With all the votes counted, Prop 204 wins in Yuma County

Nearly two weeks after the election, the Yuma County's final vote count put Prop 204 over the top in a surprising victory. While Prop 204 won statewide by large margins (62-38), it wasn't looking good on election night with the No vote over the Yes 48% to 52%.

But thousands of ballots were yet to be counted and it just so happened that these voters (early ballots turned two days or less before the Election and provisional ballots) were strongly pro-Prop 204, taking the Yes vote over the top by 16 votes (13,616-13,600).

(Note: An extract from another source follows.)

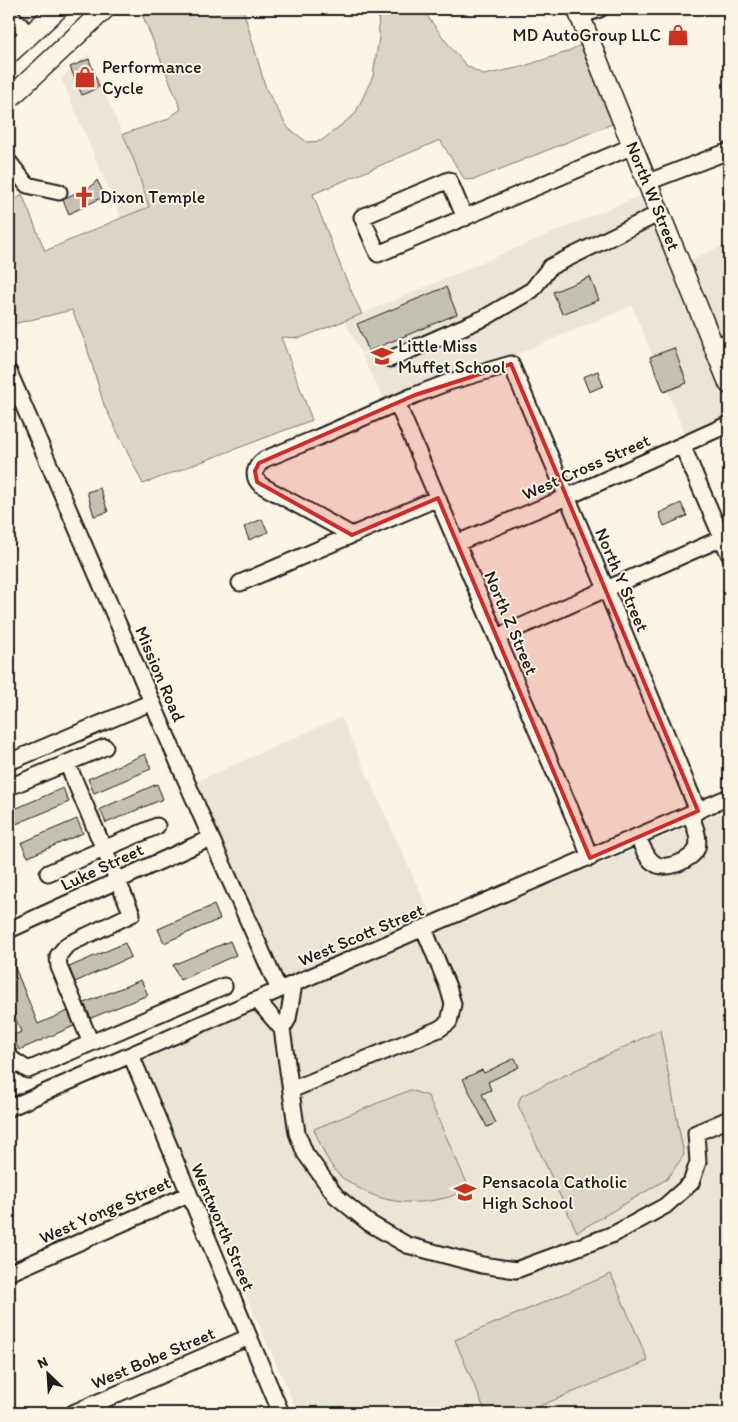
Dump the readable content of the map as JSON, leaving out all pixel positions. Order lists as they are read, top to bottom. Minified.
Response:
{"streets":{"main road":["North W Street"],"street":["West Cross Street","North Y Street","North Z Street","Mission Road","Luke Street","West Scott Street","West Yonge Street","Wentworth Street","West Bobe Street"]},"crossings":[["West Cross Street","North Y Street"],["West Cross Street","North Z Street"],["North Y Street","North Z Street"],["North Y Street","West Scott Street"],["North Z Street","West Scott Street"],["Mission Road","Luke Street"],["Mission Road","West Scott Street"],["West Scott Street","Wentworth Street"],["West Yonge Street","Wentworth Street"],["Wentworth Street","West Bobe Street"]],"places":{"shop":["MD AutoGroup LLC","Performance Cycle"],"church":["Dixon Temple"],"school or university":["Little Miss Muffet School","Pensacola Catholic High School"]},"north":"top left"}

That may seem like a narrow margin, but for a county whose only daily paper was the largest paper to oppose Prop 204 (the major dailies in the state all lined up behind Prop 204) and whose Farm Bureau has so much supposed clout that all of state legislators and nearly all the state legislature candidates endorsed the Opposition, this is a major victory for the humane treatment of animals and for the future of pro-animal issues in Yuma County.

Thank you Yuma County for voting Yes on Prop 204!

While state's three largest papers endorse 204, Yuma Sun opposes

With Proposition 204 being endorsed by the state's three largest daily papers (Arizona Republic, Tucson Daily Star and East Valley Tribune)and a number of smaller papers, the Yuma Sun became the lone voice of editorial opposition among the state's daily newspapers.

The Sun’s editorial was little more than a reprint of the opposition’s talking points, talking points that other papers across the state have dismissed as hogwash.

We hope that Yuma residents dismiss the Sun’s editorial for what it really was: a one-sided misrepresentation to further its ideological opposition to any regulation of any kind.